Description of the task. Return a verbatim reproduction of each line, starting at the line with "For a GIS import: Extract the structured data from the" and ending at the last line of the listing below.

** Opening Data extracts block **

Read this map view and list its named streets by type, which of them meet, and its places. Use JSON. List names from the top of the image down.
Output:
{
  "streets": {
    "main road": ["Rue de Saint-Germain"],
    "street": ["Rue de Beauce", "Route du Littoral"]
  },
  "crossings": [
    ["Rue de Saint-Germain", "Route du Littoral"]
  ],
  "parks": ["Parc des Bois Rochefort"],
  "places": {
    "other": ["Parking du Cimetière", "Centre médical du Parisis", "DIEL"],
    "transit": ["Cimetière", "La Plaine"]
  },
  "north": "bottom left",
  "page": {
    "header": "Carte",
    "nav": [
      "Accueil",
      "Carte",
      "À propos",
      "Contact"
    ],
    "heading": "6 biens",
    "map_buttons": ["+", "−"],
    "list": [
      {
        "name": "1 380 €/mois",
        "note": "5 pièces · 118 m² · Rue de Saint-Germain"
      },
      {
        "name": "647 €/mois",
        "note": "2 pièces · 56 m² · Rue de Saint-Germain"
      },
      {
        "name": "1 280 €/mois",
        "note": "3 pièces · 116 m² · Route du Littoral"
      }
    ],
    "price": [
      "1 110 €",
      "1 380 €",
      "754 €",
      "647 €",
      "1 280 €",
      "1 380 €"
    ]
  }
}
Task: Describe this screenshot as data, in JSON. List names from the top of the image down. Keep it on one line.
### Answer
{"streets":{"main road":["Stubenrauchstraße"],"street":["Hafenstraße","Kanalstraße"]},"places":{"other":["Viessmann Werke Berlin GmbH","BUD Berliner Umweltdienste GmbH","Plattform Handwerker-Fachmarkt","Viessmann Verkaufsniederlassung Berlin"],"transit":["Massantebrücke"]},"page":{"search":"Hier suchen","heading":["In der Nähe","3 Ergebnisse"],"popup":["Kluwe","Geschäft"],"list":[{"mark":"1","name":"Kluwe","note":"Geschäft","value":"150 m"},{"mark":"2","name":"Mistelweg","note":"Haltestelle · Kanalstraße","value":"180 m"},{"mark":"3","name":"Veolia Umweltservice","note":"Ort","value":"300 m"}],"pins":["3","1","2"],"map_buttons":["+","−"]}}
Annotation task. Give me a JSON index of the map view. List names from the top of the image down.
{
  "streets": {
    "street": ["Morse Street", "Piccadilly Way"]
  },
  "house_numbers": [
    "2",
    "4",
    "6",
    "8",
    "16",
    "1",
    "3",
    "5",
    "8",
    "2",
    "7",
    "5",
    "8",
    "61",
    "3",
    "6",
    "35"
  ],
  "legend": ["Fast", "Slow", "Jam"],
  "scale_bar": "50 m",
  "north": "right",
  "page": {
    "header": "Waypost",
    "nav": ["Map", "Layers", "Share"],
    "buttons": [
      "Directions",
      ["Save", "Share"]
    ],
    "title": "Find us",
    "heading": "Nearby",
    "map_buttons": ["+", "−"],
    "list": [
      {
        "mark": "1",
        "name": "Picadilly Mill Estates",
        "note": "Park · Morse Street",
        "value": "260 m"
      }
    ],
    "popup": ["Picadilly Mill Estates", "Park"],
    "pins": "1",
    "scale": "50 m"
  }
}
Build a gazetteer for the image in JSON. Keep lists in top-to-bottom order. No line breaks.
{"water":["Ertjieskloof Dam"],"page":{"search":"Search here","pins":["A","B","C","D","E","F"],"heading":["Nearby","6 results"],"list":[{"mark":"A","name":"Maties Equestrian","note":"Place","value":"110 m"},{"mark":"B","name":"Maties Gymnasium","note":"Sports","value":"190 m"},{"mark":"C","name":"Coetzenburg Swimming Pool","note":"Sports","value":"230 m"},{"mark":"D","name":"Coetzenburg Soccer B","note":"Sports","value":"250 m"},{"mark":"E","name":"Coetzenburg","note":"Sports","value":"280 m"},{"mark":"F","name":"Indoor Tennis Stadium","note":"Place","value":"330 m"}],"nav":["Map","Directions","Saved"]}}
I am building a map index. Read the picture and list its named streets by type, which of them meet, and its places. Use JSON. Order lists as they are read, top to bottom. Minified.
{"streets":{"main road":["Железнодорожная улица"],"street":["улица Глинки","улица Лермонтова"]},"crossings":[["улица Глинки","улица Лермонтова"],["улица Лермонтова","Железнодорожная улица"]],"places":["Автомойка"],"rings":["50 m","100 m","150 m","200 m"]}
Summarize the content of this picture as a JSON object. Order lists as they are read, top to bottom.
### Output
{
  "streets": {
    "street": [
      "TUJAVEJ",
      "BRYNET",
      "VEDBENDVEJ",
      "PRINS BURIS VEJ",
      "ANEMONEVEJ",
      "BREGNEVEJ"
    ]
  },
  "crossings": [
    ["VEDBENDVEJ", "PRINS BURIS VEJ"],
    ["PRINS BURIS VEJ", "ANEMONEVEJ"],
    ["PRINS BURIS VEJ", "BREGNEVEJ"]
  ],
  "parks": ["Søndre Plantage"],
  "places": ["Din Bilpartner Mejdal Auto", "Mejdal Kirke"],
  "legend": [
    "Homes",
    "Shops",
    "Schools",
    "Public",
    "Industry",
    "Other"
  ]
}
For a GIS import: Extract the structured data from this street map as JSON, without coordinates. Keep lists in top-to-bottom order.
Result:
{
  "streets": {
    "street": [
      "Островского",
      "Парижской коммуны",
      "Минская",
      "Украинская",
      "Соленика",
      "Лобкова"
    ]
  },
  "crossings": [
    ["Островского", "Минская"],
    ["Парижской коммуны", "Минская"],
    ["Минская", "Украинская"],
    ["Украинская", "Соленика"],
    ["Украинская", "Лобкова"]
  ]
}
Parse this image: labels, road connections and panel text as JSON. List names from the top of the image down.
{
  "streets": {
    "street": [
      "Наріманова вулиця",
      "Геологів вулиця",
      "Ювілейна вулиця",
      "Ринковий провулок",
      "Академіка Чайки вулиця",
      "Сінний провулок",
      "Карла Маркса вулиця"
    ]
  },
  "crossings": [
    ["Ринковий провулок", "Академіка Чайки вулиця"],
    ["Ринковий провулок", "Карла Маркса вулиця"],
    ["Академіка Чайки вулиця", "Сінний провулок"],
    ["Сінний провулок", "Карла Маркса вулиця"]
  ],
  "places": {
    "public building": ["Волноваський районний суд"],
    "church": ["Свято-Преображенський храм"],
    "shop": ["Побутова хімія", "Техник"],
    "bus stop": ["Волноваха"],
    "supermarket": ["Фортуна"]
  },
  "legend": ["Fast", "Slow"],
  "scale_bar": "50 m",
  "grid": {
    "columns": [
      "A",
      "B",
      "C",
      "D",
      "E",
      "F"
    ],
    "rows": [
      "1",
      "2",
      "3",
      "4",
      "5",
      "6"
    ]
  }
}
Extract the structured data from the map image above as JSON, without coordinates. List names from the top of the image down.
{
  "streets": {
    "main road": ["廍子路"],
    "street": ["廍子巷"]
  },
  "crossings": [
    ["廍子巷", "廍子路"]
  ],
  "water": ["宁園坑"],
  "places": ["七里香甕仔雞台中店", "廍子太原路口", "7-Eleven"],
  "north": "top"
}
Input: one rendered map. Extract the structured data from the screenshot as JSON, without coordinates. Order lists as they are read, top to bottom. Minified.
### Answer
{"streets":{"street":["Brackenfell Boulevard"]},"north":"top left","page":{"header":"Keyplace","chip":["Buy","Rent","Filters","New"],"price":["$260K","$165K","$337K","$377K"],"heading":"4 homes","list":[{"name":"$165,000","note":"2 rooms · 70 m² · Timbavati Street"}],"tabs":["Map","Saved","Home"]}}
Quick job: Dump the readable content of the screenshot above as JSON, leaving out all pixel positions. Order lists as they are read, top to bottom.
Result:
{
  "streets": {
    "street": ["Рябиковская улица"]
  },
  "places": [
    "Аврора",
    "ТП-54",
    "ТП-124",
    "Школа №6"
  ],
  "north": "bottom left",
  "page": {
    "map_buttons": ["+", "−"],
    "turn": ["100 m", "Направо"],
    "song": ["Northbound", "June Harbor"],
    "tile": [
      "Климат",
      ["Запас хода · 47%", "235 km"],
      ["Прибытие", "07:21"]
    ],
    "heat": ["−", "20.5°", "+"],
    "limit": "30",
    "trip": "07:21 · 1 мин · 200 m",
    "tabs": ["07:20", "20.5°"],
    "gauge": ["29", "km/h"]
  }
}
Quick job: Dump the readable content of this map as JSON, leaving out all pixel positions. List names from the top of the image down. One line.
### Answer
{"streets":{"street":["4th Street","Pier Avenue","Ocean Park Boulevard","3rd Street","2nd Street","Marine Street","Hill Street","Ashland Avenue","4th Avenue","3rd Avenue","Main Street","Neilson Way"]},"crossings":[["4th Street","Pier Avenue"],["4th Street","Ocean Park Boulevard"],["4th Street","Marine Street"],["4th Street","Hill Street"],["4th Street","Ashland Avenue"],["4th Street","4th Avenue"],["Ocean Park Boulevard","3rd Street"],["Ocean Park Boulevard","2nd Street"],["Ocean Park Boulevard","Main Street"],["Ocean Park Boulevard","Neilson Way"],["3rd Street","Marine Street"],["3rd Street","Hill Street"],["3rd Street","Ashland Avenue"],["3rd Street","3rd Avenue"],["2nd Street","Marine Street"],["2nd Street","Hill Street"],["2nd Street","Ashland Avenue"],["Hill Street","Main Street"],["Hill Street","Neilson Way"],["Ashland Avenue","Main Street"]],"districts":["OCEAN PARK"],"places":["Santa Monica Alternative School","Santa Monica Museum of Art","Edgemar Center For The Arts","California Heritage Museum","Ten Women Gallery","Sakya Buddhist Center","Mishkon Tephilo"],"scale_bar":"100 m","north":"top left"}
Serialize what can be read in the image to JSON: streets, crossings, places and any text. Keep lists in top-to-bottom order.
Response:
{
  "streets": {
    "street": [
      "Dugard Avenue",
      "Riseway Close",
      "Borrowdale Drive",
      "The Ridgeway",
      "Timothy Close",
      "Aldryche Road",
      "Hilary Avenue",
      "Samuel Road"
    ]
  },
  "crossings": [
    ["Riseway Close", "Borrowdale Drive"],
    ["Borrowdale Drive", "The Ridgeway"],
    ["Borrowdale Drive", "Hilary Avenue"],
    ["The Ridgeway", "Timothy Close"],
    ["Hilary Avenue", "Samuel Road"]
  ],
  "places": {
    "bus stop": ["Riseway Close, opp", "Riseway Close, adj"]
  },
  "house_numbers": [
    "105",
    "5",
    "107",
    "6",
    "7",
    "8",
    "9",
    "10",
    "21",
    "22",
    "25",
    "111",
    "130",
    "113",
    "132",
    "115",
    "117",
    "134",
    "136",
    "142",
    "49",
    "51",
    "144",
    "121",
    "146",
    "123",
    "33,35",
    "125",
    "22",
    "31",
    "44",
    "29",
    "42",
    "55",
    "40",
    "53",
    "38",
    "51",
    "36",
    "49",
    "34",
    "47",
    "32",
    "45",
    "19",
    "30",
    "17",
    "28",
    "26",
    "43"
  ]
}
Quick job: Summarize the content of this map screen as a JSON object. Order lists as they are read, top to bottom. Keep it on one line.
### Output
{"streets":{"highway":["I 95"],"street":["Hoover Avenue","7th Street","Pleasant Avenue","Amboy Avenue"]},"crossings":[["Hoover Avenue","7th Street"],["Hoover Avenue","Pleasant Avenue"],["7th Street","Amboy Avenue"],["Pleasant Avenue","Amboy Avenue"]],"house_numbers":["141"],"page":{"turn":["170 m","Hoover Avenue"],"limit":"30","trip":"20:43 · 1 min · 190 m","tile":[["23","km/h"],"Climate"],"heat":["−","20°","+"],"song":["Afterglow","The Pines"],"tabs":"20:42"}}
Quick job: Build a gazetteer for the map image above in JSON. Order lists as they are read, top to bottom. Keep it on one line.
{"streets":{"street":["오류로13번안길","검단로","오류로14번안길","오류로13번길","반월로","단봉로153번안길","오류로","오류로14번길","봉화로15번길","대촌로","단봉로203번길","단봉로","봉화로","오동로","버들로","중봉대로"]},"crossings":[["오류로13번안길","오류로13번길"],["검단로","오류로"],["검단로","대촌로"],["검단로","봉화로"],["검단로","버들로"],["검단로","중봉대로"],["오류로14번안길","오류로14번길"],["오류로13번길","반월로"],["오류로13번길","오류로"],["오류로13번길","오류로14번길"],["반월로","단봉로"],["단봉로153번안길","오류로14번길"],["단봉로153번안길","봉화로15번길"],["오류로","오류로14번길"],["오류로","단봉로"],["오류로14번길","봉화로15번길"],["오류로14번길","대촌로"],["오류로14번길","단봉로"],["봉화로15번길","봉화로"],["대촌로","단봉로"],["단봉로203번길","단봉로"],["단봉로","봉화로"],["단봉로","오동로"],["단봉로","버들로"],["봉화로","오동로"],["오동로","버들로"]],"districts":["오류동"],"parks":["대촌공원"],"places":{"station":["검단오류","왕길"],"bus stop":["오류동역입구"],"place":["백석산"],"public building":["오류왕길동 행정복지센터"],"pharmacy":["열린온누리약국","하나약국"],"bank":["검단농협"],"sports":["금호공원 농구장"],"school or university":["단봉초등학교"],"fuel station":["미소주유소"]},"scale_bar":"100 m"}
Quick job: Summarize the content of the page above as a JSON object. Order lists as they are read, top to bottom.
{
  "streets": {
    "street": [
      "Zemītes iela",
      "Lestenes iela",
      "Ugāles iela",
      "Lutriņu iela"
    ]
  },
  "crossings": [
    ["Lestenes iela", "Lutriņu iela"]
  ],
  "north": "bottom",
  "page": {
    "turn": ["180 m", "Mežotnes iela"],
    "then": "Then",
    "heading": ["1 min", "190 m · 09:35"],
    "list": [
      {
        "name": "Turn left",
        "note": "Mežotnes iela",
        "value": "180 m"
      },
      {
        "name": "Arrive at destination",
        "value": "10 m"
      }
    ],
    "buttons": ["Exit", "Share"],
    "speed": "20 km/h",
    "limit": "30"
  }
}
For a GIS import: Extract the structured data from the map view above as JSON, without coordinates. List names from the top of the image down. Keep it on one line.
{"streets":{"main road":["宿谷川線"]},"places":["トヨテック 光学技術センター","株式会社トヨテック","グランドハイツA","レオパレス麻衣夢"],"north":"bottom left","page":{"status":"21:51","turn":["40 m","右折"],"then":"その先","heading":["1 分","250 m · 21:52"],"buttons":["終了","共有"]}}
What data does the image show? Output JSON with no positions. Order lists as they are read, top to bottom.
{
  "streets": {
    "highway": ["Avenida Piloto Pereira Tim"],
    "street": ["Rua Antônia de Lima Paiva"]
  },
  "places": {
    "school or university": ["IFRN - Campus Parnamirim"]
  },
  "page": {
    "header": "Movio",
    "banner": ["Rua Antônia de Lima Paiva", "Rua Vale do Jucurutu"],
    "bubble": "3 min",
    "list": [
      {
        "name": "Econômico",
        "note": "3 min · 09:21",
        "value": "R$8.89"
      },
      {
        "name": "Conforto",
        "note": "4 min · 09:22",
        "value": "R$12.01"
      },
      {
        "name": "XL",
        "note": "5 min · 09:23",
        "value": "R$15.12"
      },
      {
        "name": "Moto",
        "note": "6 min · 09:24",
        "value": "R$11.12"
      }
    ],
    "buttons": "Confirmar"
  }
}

** Closing Data extracts block **

Result of this task.
For a GIS import: Extract the structured data from the map view above as JSON, without coordinates. List names from the top of the image down. Keep it on one line.
{"streets":{"main road":["宿谷川線"]},"places":["トヨテック 光学技術センター","株式会社トヨテック","グランドハイツA","レオパレス麻衣夢"],"north":"bottom left","page":{"status":"21:51","turn":["40 m","右折"],"then":"その先","heading":["1 分","250 m · 21:52"],"buttons":["終了","共有"]}}
What data does the image show? Output JSON with no positions. Order lists as they are read, top to bottom.
{
  "streets": {
    "highway": ["Avenida Piloto Pereira Tim"],
    "street": ["Rua Antônia de Lima Paiva"]
  },
  "places": {
    "school or university": ["IFRN - Campus Parnamirim"]
  },
  "page": {
    "header": "Movio",
    "banner": ["Rua Antônia de Lima Paiva", "Rua Vale do Jucurutu"],
    "bubble": "3 min",
    "list": [
      {
        "name": "Econômico",
        "note": "3 min · 09:21",
        "value": "R$8.89"
      },
      {
        "name": "Conforto",
        "note": "4 min · 09:22",
        "value": "R$12.01"
      },
      {
        "name": "XL",
        "note": "5 min · 09:23",
        "value": "R$15.12"
      },
      {
        "name": "Moto",
        "note": "6 min · 09:24",
        "value": "R$11.12"
      }
    ],
    "buttons": "Confirmar"
  }
}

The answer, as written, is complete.